Wednesday, June 22, 2005

Dog Tags



While in NYC I did a research trip to the U.S.S. Intrepid and while I was there I got a set of dog tags made for the main character in the film, Owen Weir. For the next few days I wore the tags around town, and I realized that they were starting to effect me in a strange way. Wearing a hunk of metal around your neck and another one laced into your shoe to I.D. your body after parts of it have gone missing starts to seep into your dreams. It changes the way you think about your body. The nice Hispanic girl who typed Weir's name into the the metal told me that if I died in combat they'd shove the tag inside the mouth of my corpse for easy identification. Dealing in bodies and death seems a strange way to live.

Saturday, June 18, 2005

"Good thing you didn’t bust my ATV, or I’d have to eat your gonads."

Feeling burnt out from the "Anniversary Present," shoot, I decided to take a week off in New York City. Before leaving town I frantically mailed off a dozen scripts to readers and a couple of producers, but little did I know, my screenwriting software garbled the bottom couple of lines of about thirty of the script's pages.
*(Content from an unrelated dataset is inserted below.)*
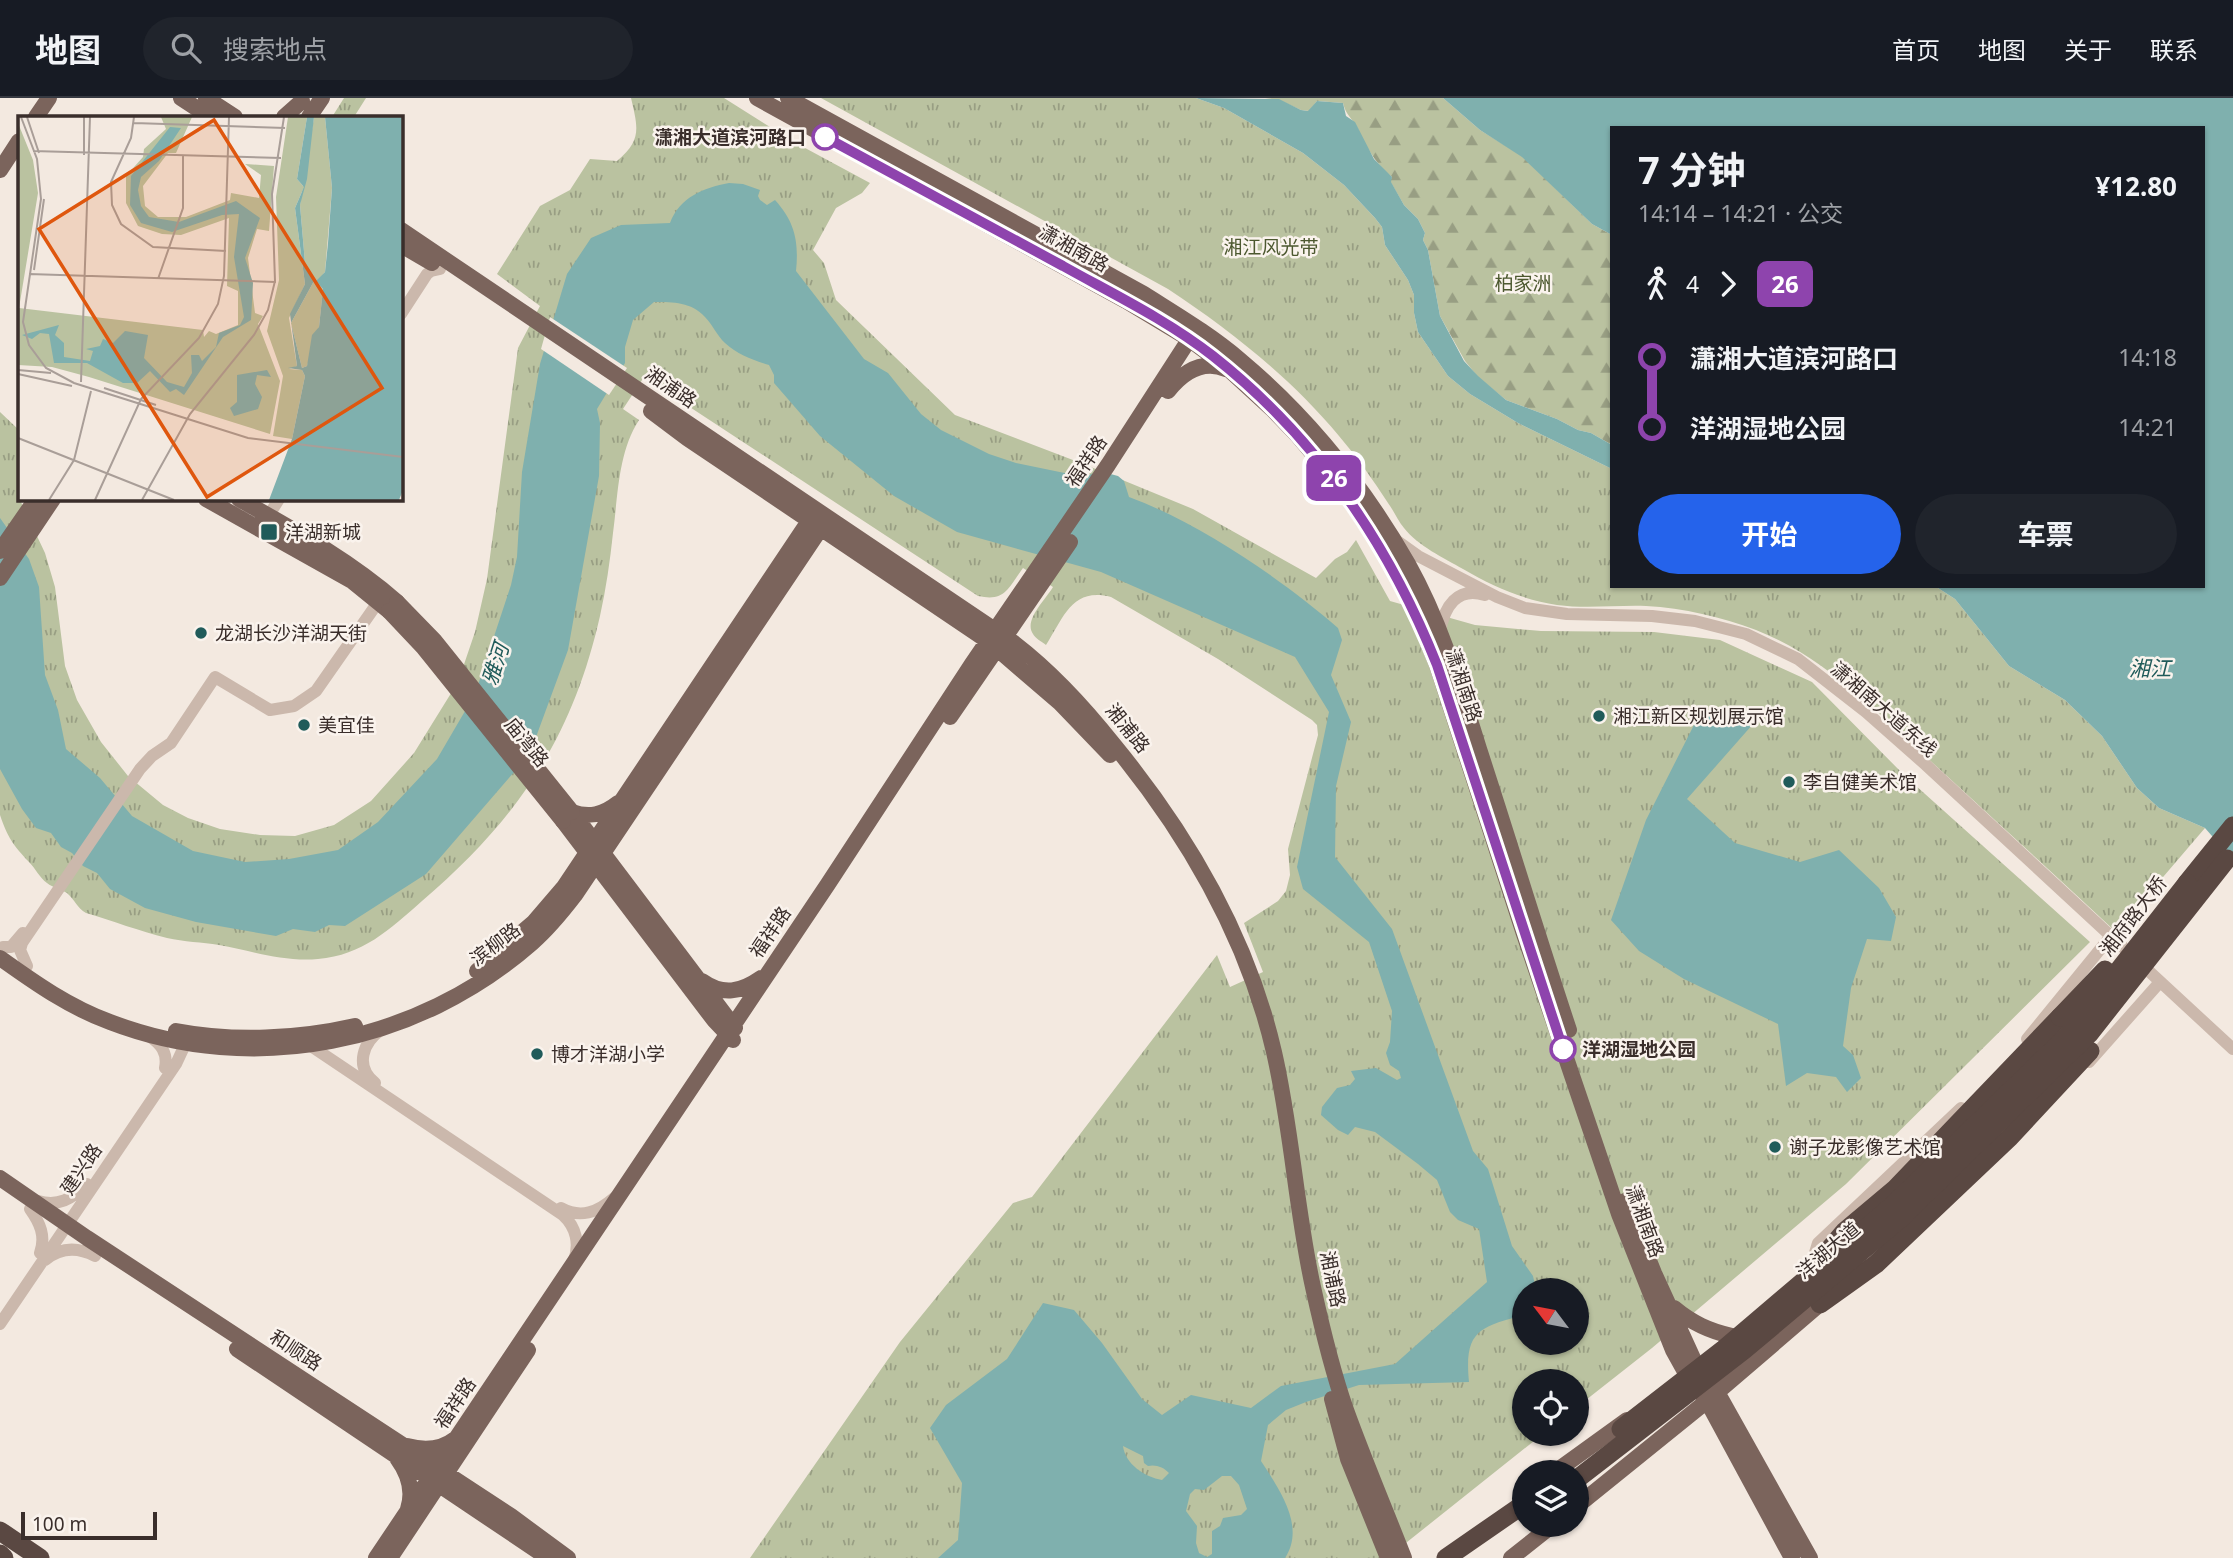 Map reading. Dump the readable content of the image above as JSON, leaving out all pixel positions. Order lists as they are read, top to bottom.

I sent out an email to try to give the readers the missing ends of sentences. My friend Missy pointed out that this document was actually pretty funny on it's own, so I've decided to share these randomized choice quotes with y'all:

Page 7: CAPTAIN VASQUEZ: We gotta talk.

Page 8: There’s a Huey waiting to take you to a flight due out of Riyadh at 1800.

Page 17: How can you still live in this shithole, Bruce?

Page 21: ENTIRE PLATOON:You’re right!

Page 24: Owen sits in the driveway in Darrel’s brown, busted up Ford pickup truck. He puts the key in the ignition.

Page 37: BRUCE (slurring badly); I get it.

Page 57: The Camouflaged Figure stabs at the body repeatedly with his ka-bar knife.
Owen watches.

Page 58: BRUCE (CONT’D): Good thing you didn’t bust my ATV, or I’d have to eat your gonads.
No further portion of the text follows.